桃の花を溺れるほどに愛してる
 桃花さんは僕の言葉に納得していないようだったけれど、それ以上、何も言ってこなかった。

 今頃、聖くんはどうしているだろうか。ちゃんと警察や病院に連絡……出来たのだろうか。

 そんなことをふと考えていると、桃花さんの背後で榊くんがゆらりと立ち上がるのが見えた。


「! 桃花さん!」

「えっ?」


 桃花さんを庇うように、僕が慌てて桃花さんの身体を抱きしめ、背中を榊くんに向けた瞬間――背中に強烈な痛みが突き抜けた。


「ぐっ……?!」


 何が起こったのか、一瞬だけ理解が出来なかったけれど……。

 これは、もしかして……隠し持っていたナイフで、背中を刺された……?


「春人?!」

「……っ、だい、じょうぶです……」

「大丈夫じゃないでしょ?!」


 僕の腕の中からするりと抜けた桃花さんは、僕を庇うように立ち、僕の背後にいる榊くんをジッと睨んだ。

 榊くんの手にナイフは握られていない……ということは、ナイフは僕の背中に刺さったままなのか……。

 これは……下手に抜かず、そのままにしておいた方がいいかな。抜いたら血が溢れ出てしまうから。

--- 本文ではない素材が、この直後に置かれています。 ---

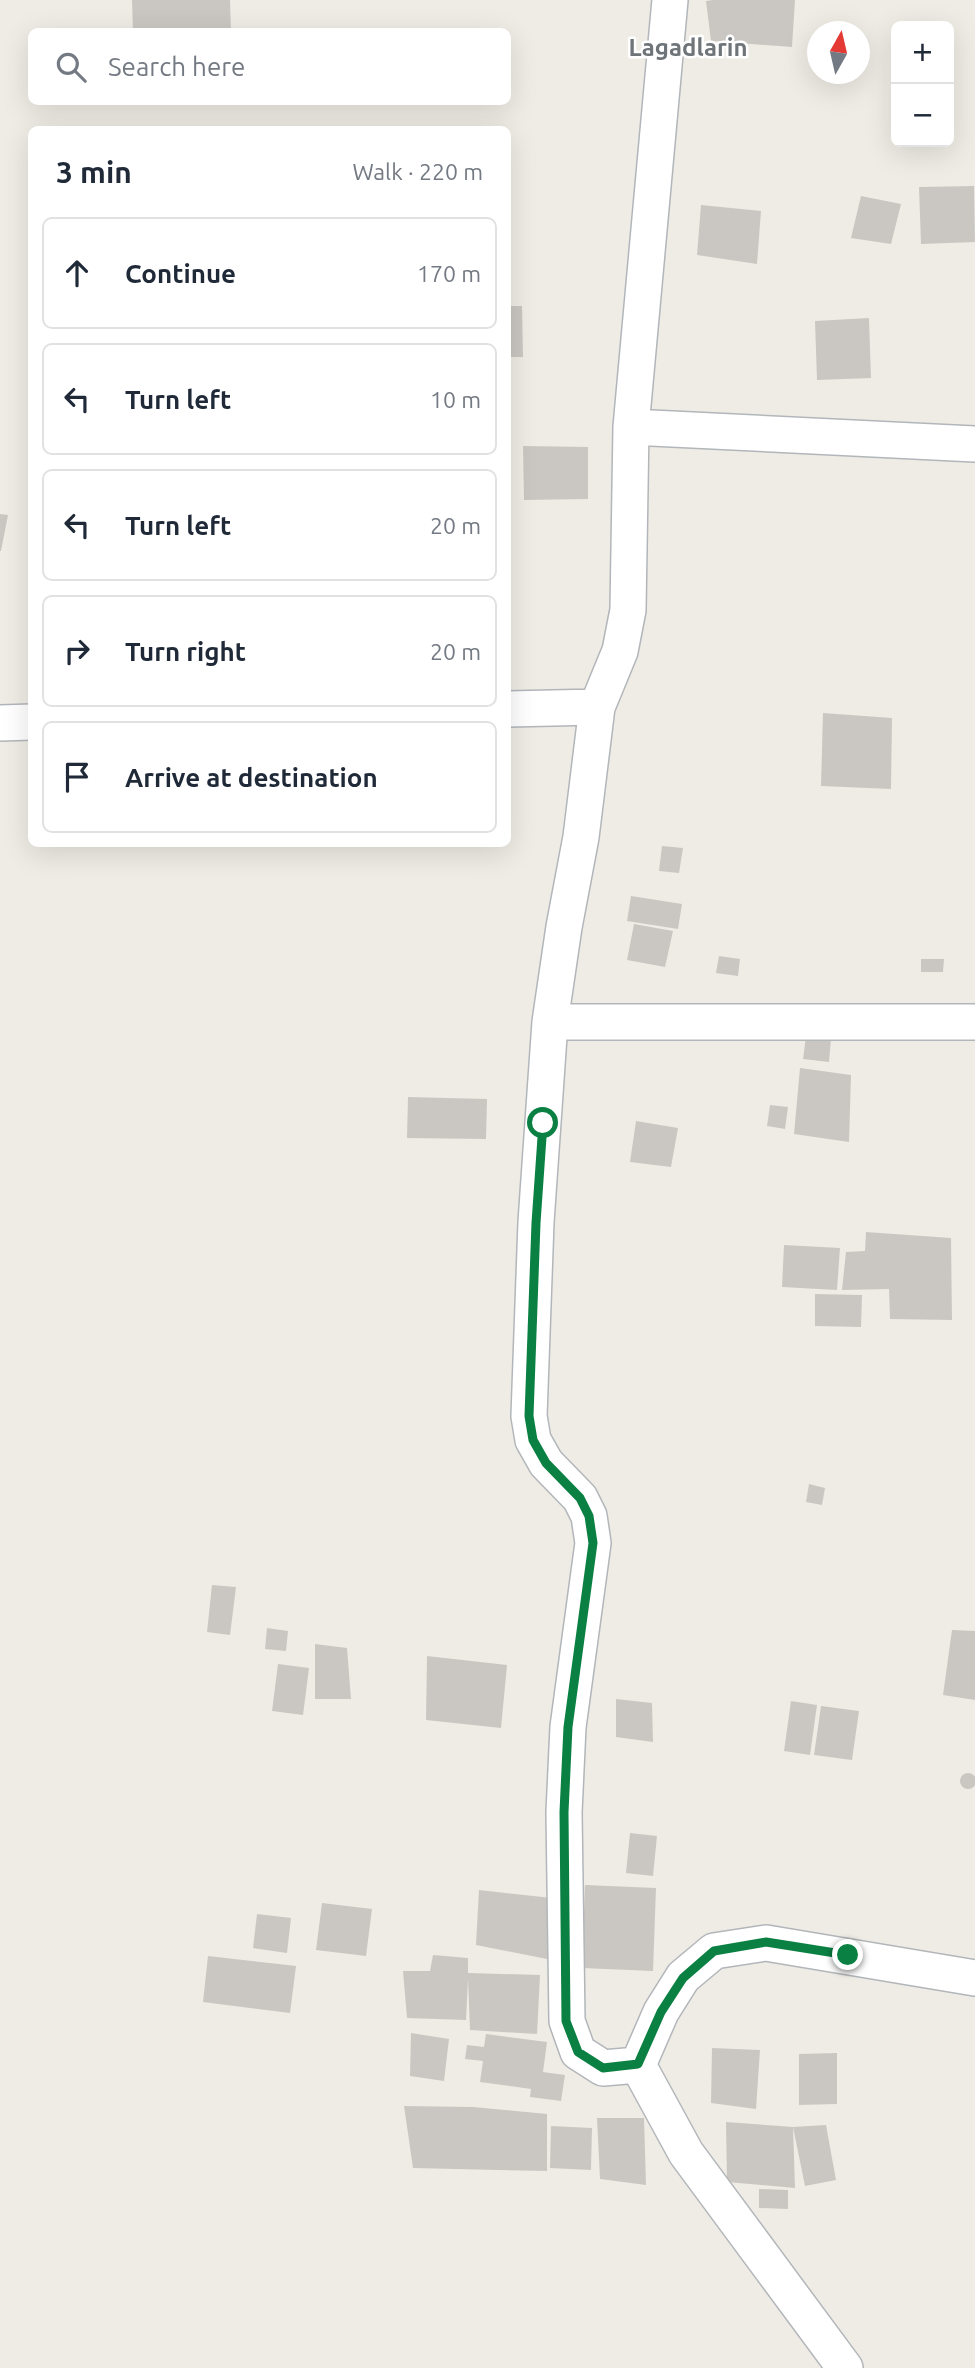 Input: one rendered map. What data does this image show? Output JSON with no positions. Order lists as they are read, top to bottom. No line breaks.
{"districts":["Lagadlarin"],"north":"top","page":{"map_buttons":["+","−"],"search":"Search here","heading":["3 min","Walk · 220 m"],"list":[["Continue","170 m"],["Turn left","10 m"],["Turn left","20 m"],["Turn right","20 m"],"Arrive at destination"]}}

「榊先輩……アンタ、自分が何をしているのか分かっているの?!」

「桃花ちゃん……俺は桃花ちゃんをその異常者から救おうと……!」

「異常者はどっちよ!」


 榊くんは、先程に比べると、驚くほどに落ち着いている様子だった。

 まるで……自分の行っている言動が正しいと信じているみたいに。